Records contained in a dataset

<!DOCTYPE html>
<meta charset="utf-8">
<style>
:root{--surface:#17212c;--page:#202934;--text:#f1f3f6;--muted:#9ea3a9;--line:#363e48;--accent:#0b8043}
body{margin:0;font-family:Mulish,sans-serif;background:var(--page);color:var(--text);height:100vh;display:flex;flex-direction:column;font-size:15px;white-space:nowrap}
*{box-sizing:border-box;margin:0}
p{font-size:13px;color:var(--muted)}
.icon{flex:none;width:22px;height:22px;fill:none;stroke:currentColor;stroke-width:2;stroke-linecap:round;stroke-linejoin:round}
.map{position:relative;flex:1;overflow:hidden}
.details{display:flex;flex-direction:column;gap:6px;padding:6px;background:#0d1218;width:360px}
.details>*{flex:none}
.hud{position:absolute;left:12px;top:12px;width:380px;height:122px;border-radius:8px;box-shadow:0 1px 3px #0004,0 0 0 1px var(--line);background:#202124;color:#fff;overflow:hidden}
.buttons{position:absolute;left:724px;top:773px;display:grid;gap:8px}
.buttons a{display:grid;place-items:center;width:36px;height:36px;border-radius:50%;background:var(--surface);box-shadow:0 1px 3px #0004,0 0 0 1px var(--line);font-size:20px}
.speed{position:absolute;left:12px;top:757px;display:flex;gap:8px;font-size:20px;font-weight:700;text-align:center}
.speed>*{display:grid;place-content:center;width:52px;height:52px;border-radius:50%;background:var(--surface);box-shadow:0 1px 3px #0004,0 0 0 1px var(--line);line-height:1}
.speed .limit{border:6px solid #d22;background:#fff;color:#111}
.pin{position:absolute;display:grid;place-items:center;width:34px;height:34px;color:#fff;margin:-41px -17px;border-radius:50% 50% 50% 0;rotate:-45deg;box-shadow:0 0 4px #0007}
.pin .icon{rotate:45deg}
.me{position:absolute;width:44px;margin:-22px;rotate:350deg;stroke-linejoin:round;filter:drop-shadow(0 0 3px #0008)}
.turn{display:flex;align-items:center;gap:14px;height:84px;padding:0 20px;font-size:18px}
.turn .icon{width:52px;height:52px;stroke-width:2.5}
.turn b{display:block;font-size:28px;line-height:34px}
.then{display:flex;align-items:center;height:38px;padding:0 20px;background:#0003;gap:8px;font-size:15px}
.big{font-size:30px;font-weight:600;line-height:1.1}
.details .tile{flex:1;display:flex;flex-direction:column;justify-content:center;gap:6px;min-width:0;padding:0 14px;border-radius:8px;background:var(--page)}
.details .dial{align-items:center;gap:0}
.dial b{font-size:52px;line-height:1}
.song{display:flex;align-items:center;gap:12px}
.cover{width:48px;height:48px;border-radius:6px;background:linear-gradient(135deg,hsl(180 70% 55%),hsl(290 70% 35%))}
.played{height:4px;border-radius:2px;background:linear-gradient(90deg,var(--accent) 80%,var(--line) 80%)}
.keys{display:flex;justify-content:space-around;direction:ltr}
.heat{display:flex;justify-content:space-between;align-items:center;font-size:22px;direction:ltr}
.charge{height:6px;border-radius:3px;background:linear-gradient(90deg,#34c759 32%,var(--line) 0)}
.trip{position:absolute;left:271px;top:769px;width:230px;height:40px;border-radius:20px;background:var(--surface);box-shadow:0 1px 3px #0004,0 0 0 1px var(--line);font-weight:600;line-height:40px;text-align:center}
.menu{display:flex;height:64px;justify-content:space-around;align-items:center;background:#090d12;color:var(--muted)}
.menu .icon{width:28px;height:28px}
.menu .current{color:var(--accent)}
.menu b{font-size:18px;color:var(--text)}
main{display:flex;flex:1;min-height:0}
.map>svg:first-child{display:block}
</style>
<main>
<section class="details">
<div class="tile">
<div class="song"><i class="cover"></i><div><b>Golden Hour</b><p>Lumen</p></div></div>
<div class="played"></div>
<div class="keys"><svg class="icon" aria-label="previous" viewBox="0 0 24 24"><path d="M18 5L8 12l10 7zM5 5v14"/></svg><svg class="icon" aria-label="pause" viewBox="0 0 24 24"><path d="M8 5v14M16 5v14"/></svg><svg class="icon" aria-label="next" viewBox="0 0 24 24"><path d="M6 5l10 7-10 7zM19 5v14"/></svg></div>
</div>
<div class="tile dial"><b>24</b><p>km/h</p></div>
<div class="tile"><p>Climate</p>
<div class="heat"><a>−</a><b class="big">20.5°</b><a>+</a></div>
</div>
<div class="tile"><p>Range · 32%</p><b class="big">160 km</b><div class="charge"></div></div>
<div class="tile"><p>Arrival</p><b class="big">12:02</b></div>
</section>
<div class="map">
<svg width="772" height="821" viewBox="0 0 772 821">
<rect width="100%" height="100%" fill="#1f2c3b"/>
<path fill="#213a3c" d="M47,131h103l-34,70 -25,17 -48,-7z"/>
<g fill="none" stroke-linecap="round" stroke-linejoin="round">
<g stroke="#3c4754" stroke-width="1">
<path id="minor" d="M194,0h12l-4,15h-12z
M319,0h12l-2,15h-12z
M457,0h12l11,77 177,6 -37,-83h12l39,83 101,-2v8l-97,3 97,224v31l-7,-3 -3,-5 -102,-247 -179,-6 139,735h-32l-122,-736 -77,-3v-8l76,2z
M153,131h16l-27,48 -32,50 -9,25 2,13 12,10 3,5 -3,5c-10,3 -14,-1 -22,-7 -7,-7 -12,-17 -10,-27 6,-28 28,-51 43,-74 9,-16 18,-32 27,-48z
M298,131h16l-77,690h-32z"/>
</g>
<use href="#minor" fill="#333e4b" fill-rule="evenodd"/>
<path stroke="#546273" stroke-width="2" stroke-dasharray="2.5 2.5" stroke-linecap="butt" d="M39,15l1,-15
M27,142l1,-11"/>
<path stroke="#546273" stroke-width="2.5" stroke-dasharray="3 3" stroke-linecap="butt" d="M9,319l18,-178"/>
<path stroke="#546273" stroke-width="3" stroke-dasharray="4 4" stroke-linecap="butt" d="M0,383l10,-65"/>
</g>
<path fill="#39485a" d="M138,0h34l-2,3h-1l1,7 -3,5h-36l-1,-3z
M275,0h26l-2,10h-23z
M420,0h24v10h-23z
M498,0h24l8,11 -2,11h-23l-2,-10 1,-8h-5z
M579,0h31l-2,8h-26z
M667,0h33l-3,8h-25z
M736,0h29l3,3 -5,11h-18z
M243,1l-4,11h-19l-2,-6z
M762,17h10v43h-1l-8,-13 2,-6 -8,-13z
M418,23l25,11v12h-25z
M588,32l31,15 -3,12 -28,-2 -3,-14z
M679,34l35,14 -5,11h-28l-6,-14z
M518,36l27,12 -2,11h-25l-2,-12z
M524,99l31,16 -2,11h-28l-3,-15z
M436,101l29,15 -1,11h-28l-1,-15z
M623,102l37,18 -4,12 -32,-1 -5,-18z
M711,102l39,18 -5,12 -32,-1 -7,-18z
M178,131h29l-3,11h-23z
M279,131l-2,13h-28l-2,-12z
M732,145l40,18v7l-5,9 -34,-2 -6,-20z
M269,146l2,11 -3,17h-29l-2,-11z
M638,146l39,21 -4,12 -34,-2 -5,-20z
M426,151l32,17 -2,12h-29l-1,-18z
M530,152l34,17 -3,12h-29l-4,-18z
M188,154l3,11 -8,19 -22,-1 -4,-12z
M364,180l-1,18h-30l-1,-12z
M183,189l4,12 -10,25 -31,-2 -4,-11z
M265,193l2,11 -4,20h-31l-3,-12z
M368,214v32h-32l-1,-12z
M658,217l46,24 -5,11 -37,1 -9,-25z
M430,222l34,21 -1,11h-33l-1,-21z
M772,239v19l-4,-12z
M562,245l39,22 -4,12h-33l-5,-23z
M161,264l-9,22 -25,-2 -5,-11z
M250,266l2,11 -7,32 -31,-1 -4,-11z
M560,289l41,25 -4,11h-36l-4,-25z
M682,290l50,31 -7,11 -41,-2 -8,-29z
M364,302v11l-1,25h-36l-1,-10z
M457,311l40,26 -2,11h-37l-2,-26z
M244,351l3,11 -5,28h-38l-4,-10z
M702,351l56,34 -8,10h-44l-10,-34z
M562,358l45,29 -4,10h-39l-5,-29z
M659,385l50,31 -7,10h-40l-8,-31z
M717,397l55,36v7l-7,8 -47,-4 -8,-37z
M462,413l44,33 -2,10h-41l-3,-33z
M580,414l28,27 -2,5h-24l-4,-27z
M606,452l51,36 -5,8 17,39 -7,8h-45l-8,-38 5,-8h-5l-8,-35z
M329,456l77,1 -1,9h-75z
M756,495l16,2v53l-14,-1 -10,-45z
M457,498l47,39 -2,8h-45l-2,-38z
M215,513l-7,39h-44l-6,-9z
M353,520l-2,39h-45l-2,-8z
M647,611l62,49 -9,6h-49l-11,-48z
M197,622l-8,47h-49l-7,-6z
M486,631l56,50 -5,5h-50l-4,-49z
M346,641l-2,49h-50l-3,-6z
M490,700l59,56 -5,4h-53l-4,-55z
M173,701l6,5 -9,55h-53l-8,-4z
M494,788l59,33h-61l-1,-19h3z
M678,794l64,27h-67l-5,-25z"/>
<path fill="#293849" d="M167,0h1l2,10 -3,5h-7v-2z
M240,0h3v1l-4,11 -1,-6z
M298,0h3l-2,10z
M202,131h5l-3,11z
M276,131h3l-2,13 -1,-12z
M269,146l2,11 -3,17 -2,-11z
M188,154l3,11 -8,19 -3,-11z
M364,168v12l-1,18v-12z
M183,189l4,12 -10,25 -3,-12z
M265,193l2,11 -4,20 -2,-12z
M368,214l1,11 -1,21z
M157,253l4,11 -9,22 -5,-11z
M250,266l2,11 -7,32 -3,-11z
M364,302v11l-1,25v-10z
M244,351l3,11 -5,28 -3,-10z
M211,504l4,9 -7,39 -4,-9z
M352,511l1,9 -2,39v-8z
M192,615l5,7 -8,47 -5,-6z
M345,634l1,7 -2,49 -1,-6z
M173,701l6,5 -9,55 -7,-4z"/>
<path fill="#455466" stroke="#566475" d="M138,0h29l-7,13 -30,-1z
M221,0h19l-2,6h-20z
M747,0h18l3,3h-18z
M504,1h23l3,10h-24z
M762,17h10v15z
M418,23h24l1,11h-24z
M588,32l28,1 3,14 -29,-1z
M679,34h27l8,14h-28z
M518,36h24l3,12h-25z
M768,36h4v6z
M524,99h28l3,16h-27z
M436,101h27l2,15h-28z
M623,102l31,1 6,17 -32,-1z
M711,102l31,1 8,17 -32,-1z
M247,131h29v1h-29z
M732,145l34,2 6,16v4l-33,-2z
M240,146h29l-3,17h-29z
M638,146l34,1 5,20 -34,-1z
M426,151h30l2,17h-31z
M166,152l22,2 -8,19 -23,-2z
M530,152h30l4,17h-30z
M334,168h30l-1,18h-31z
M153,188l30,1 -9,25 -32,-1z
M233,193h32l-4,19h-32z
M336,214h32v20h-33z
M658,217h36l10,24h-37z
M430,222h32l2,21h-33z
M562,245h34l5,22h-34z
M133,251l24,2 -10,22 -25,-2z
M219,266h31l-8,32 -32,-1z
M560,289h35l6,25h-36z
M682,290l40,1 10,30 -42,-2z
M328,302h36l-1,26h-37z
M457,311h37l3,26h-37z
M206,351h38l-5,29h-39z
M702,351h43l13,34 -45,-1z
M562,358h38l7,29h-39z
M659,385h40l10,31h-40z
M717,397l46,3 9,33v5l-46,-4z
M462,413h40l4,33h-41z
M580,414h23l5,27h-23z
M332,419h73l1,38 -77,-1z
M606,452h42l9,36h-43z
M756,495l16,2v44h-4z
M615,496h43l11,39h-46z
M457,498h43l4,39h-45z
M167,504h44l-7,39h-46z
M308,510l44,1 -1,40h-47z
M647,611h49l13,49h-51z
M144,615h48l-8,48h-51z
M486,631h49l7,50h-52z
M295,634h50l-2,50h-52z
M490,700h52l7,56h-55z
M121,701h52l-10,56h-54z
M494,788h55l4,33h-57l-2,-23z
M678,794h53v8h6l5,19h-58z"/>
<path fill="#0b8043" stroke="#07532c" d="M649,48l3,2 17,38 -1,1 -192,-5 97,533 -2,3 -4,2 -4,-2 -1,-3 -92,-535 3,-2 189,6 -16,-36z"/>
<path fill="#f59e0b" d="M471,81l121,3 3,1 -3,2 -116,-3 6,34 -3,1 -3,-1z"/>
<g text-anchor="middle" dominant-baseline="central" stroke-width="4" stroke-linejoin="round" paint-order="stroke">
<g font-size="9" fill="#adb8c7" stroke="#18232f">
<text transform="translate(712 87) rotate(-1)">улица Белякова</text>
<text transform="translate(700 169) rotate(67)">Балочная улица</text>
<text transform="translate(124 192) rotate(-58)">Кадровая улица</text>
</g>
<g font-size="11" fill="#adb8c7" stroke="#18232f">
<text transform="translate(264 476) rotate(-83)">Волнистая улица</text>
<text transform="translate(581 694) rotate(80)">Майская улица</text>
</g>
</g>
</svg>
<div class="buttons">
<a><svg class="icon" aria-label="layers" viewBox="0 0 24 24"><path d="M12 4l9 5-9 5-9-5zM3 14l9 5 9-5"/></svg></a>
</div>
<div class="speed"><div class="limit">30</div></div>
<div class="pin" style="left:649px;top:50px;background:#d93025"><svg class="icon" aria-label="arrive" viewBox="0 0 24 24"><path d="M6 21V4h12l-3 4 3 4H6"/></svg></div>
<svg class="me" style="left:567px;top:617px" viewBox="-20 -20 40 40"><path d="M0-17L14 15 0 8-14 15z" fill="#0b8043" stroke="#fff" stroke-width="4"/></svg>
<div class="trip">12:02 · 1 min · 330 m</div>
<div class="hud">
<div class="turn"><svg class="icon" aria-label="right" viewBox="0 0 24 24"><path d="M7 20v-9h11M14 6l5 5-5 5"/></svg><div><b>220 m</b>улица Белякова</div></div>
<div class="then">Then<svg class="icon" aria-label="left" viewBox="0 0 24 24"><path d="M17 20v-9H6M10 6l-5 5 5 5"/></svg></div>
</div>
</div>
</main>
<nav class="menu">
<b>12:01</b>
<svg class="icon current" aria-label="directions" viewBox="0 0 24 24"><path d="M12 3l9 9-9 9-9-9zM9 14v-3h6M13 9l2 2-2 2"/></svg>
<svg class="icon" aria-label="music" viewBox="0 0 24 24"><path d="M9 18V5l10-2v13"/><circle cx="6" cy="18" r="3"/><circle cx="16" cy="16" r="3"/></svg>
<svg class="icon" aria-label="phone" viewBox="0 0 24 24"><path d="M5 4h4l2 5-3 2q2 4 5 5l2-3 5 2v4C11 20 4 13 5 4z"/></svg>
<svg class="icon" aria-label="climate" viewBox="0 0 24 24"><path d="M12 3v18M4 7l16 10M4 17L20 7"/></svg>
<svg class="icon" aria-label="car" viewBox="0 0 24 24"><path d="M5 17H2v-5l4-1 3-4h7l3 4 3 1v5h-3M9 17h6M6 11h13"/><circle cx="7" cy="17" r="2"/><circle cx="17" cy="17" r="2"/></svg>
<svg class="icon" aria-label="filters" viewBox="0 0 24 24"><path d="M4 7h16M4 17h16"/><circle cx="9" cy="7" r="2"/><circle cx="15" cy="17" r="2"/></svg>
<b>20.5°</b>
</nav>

Work instructions
The answer must consist of every line from the records above that holds "song".

Finished task
.song{display:flex;align-items:center;gap:12px}
<div class="song"><i class="cover"></i><div><b>Golden Hour</b><p>Lumen</p></div></div>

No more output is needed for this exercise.